Traum vom deutschen Rekord
Leszek Klima, der Trainer von Silke Spiegelburg, ist begeistert. „Nirgendwo in der Welt gibt es einen so hohen Durchschnitt der besten Höhen“, sagt er, „wir sind eine richtige Macht geworden“. Die verstärkte Konkurrenz für seine Athletin stört ihn überhaupt nicht. „Für die Entwicklung des Stabhochsprungs ist das das Beste, was uns passieren konnte.“
Und Silke Spiegelburg ist ohnehin zuversichtlich, dass eines der Tickets an sie gehen wird. Die Leverkusenerin lässt sich auch davon nicht aus der Ruhe bringen, dass zuletzt eine Deutsche einen Zentimeter höher flog als sie selbst. Carolin Hingst aus Mainz überwand 4,72 Meter und führt damit die europäische Bestenliste vor der russischen Weltmeisterin Swetlana Feofanowa, der Polin Monika Pyrek und Spiegelburg an. Die drei haben bislang 4,71 Meter stehen. Anna Battke (Mainz), Kristina Gedschiew (Zweibrücken) und Lisa Ryzih (Ludwigshafen) schafften jeweils 4,60 Meter.

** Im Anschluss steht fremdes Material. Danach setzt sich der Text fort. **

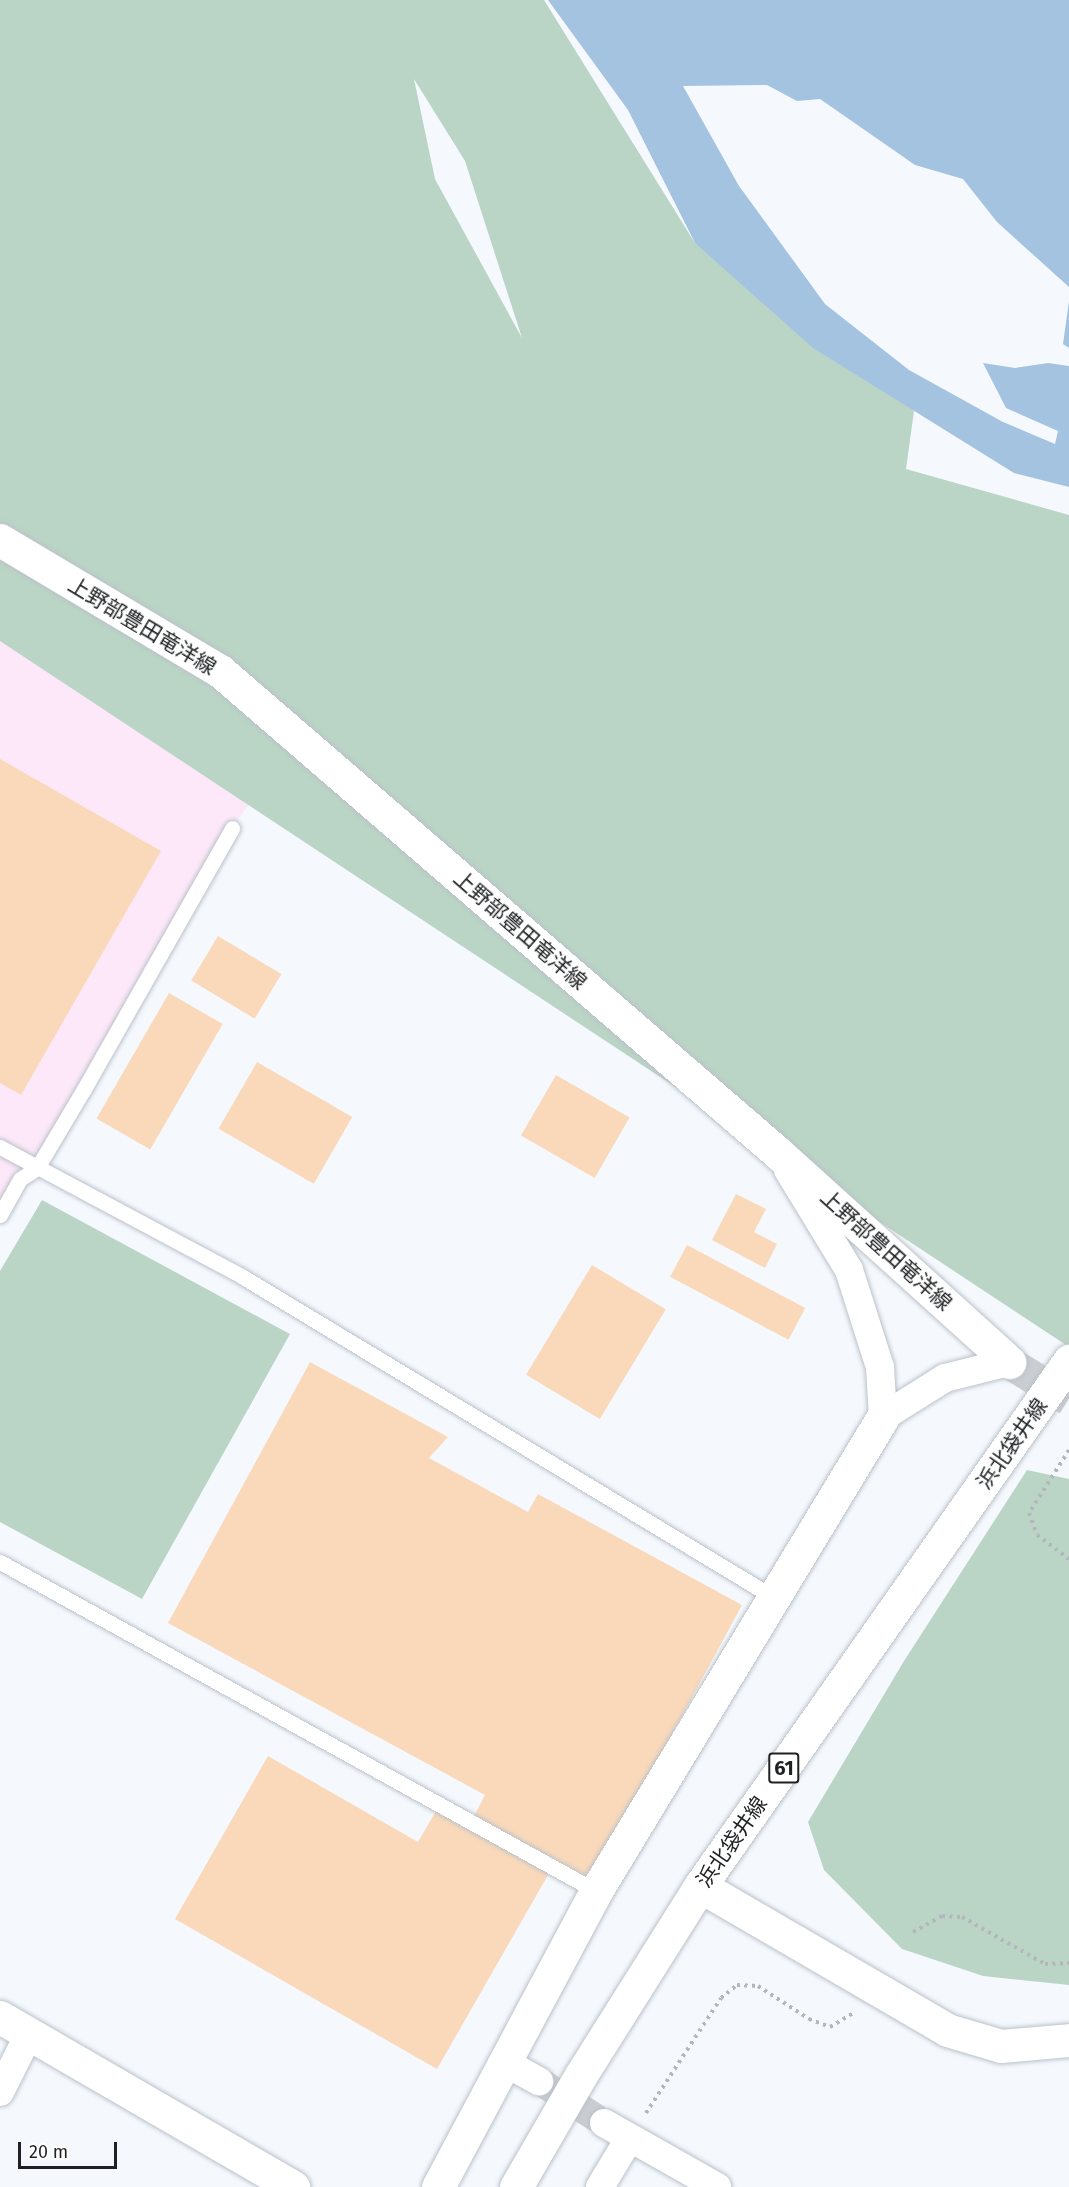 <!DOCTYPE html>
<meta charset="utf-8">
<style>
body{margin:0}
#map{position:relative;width:1069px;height:2187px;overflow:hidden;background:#f5f9fe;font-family:"Fira Sans","Noto Sans JP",sans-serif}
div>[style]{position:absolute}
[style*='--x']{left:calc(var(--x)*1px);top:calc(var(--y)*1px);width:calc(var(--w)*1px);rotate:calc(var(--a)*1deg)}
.industrial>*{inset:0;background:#fce8f8}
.green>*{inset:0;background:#bad5c5}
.water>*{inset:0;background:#a4c3e1}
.building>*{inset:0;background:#f9d9ba;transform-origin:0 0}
.minor-tunnel>*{height:28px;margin-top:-14px;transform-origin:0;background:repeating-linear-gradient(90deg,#caced2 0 28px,transparent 0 42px)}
.secondary-tunnel>*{height:33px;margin-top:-16.5px;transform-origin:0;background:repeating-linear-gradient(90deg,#caced2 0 33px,transparent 0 49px)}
.path>*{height:4px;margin-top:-2px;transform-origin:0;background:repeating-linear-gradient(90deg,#b3b7bb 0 3px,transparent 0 7.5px)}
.roads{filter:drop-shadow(0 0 2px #bbc1c9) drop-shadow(0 0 2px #bbc1c9)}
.service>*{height:15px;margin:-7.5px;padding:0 7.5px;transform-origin:7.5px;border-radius:7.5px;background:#fff}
.minor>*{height:28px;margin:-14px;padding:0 14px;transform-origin:14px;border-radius:14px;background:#fff}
.tertiary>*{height:33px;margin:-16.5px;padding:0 16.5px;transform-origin:16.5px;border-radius:16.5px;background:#fff}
.secondary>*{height:33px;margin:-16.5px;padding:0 16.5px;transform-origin:16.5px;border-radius:16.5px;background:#fff}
.primary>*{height:33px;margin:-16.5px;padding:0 16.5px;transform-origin:16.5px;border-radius:16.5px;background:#fff}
span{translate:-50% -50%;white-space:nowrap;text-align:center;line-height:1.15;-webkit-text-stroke:6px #fff;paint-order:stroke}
.shield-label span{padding:2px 4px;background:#fff;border:2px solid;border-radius:4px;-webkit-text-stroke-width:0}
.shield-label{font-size:20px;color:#1f2123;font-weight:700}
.street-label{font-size:21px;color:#1f2123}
.scale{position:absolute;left:18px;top:2142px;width:99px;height:27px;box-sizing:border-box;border:3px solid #1f2123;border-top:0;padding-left:8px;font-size:18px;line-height:21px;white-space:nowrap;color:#1f2123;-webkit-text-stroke:4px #fff;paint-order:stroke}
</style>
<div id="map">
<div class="industrial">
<i style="clip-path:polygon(0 533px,297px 738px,232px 828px,0 1223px)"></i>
</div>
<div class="green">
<i style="clip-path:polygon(evenodd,0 0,544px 0,695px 243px,914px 411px,906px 469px,1069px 515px,1069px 1347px,0 641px,0 0,414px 79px,465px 161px,522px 338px,435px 179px,414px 79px)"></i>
<i style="clip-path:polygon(42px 1200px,290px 1334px,142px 1599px,0 1522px,0 1271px)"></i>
<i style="clip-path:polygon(1027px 1470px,1069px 1479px,1069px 1985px,983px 1976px,902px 1949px,824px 1870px,808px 1822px,904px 1661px)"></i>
</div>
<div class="water">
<i style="clip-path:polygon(548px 0,1069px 0,1069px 287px,997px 222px,963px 179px,915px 165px,820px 99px,797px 101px,767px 85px,683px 86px,739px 186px,825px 304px,909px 370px,1003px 422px,1055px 444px,1058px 431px,1006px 408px,983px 363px,1015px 368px,1048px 363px,1069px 366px,1069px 487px,1014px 473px,813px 348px,695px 243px,628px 110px)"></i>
<i style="clip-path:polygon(1069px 301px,1069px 348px,1063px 344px)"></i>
</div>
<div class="building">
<i style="clip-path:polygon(0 759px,161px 851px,21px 1095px,0 1083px)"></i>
<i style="left:218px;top:936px;width:74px;height:52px;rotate:31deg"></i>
<i style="left:169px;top:993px;width:62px;height:145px;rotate:30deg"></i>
<i style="left:257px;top:1062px;width:110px;height:77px;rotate:30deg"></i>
<i style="left:556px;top:1075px;width:85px;height:70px;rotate:30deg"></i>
<i style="clip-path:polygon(736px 1194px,766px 1209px,754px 1232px,777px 1244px,765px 1268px,712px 1240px)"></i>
<i style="left:687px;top:1245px;width:134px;height:36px;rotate:28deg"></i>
<i style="left:592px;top:1265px;width:86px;height:128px;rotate:31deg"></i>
<i style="clip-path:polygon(310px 1362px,448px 1437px,429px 1458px,528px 1512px,538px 1494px,742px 1605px,593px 1880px,474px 1816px,485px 1795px,168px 1623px)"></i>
<i style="clip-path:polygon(268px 1756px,418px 1842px,440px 1804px,552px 1868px,437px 2069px,175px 1919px)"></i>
</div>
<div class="minor-tunnel">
<i style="--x:539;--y:2081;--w:77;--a:32.9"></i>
</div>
<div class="secondary-tunnel">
<i style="--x:1009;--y:1362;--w:70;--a:31.7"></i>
</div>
<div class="path">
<i style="--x:1069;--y:1450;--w:75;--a:122.4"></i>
<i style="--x:1029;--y:1513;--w:23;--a:70"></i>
<i style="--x:1037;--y:1535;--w:40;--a:37"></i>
<i style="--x:913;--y:1932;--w:33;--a:-29"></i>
<i style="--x:942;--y:1916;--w:20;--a:3"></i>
<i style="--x:962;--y:1917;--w:95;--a:29.5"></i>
<i style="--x:1045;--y:1964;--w:24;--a:-2"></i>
<i style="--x:646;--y:2113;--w:137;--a:-56.9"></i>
<i style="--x:721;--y:1998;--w:21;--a:-39"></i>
<i style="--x:737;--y:1985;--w:21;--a:3"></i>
<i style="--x:758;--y:1986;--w:61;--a:32.9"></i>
<i style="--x:809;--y:2019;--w:22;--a:21"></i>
<i style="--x:830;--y:2027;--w:27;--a:-31"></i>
</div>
<div class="roads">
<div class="service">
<i style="--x:0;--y:1147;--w:276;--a:28.1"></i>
<i style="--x:243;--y:1277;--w:619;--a:31.12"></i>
<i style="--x:0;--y:1215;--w:41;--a:-60.9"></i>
<i style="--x:20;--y:1179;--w:20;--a:-33"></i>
<i style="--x:37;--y:1168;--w:92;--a:-59.3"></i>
<i style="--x:84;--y:1089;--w:300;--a:-60.4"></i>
<i style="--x:0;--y:1562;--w:681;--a:28.9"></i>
</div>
<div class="minor">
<i style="--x:788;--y:1170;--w:117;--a:58.6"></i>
<i style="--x:849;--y:1270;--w:102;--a:72.3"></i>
<i style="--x:880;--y:1367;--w:50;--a:86.6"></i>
<i style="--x:883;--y:1417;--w:73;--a:-32.2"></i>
<i style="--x:945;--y:1378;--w:66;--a:-14"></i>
<i style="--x:506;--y:2063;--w:38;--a:29"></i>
<i style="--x:0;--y:2092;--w:65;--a:-63.4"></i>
<i style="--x:604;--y:2123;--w:130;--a:29.5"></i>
<i style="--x:600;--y:2187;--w:56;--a:-58.9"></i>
</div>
<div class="tertiary">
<i style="--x:0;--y:2017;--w:339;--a:30.1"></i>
<i style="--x:438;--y:2187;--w:336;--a:-61.9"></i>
<i style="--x:596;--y:1891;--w:554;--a:-58.81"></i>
</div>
<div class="secondary">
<i style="--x:0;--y:540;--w:256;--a:30.8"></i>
<i style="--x:220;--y:671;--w:737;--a:40.82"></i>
<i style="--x:778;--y:1153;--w:312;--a:42.1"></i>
</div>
<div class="primary">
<i style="--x:700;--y:1886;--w:286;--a:30.2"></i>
<i style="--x:947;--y:2030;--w:56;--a:16.5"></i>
<i style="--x:1001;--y:2046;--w:68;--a:-5"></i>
<i style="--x:516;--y:2187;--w:129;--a:-59.9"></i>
<i style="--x:581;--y:2075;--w:223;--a:-57.8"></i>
<i style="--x:700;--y:1886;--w:642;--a:-54.9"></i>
</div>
</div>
<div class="shield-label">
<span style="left:784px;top:1768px">61</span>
</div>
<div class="street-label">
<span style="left:142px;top:626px;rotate:31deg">上野部豊田竜洋線</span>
<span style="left:520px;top:930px;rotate:41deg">上野部豊田竜洋線</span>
<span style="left:886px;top:1250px;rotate:42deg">上野部豊田竜洋線</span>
<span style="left:1012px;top:1444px;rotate:-55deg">浜北袋井線</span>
<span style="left:732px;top:1842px;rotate:-55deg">浜北袋井線</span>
</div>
<div class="scale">20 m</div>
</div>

Von den Deutschen Meisterschaften erhofft sich Leszek Klima viel. Er traut Silke Spiegelburg zu, den deutschen Rekord von Annika Becker (4,77 Meter, 2002) zu knacken. Dreimal hat sie es in dieser Saison schon versucht, jetzt soll der Traum mit Hilfe der starken Gegnerinnen endlich wahr werden. „Sie hat es drauf“, sagt Klima, und: „Sie ist eine Kämpferin.“ Obwohl Carolin Hingst bereits einen Zentimeter höher flog und ebenfalls den Rekord anpeilt, sieht Klima Vorteile bei Spiegelburg: „Die anderen bringen ihre Leistungen nicht so sicher, Silke ist stabiler.“
Vier Europäerinnen legten in dieser Saison acht Sprünge über 4,70 Meter und mehr hin. Vier davon gelangen Spiegelburg, zwei Feofanowa und je einer Hingst und Pyrek. Die russische Weltrekordhalterin Yelena Isinbajewa gönnt sich und ihrem vom jahrelangen Hochleistungstraining ausgelaugten Körper eine Pause.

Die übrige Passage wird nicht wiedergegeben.